- **Aim of the task**: Return every line from the records below in which the word "airlines" is found.

- **Exercise material**:
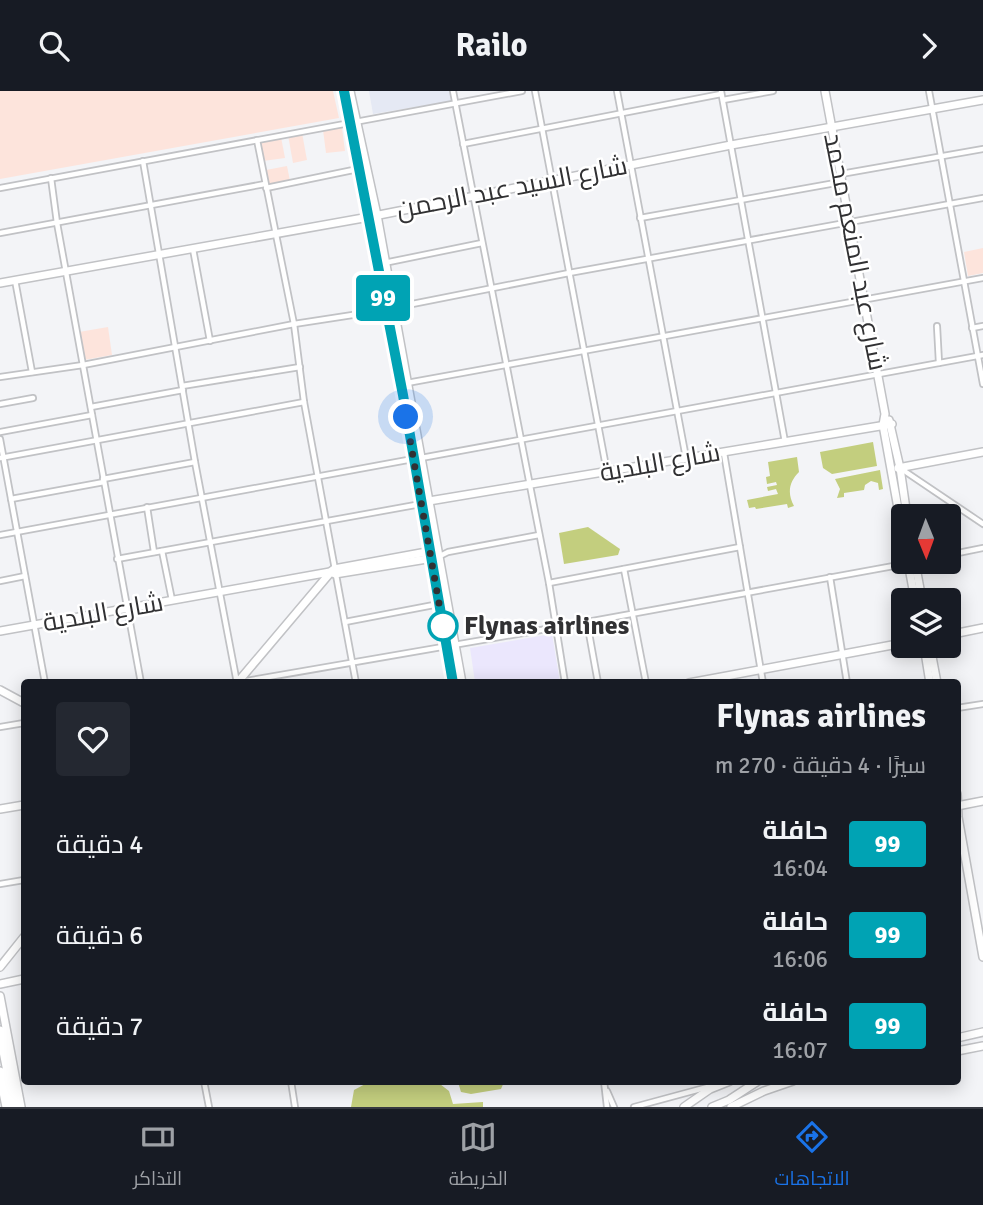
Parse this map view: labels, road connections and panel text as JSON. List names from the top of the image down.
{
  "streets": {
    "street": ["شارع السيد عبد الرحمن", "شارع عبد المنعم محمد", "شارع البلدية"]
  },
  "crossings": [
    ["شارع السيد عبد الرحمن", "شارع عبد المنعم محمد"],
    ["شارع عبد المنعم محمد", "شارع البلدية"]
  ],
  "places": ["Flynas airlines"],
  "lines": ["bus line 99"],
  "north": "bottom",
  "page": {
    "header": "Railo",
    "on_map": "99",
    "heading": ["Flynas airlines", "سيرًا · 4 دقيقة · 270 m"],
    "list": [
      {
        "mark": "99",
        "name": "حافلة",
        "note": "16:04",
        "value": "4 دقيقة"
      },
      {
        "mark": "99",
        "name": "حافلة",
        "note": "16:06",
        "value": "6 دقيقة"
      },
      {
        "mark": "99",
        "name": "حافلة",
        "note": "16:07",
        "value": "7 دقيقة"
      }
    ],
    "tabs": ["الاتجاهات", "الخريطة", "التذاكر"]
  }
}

- **Problem solution**:
  "places": ["Flynas airlines"],
    "heading": ["Flynas airlines", "سيرًا · 4 دقيقة · 270 m"],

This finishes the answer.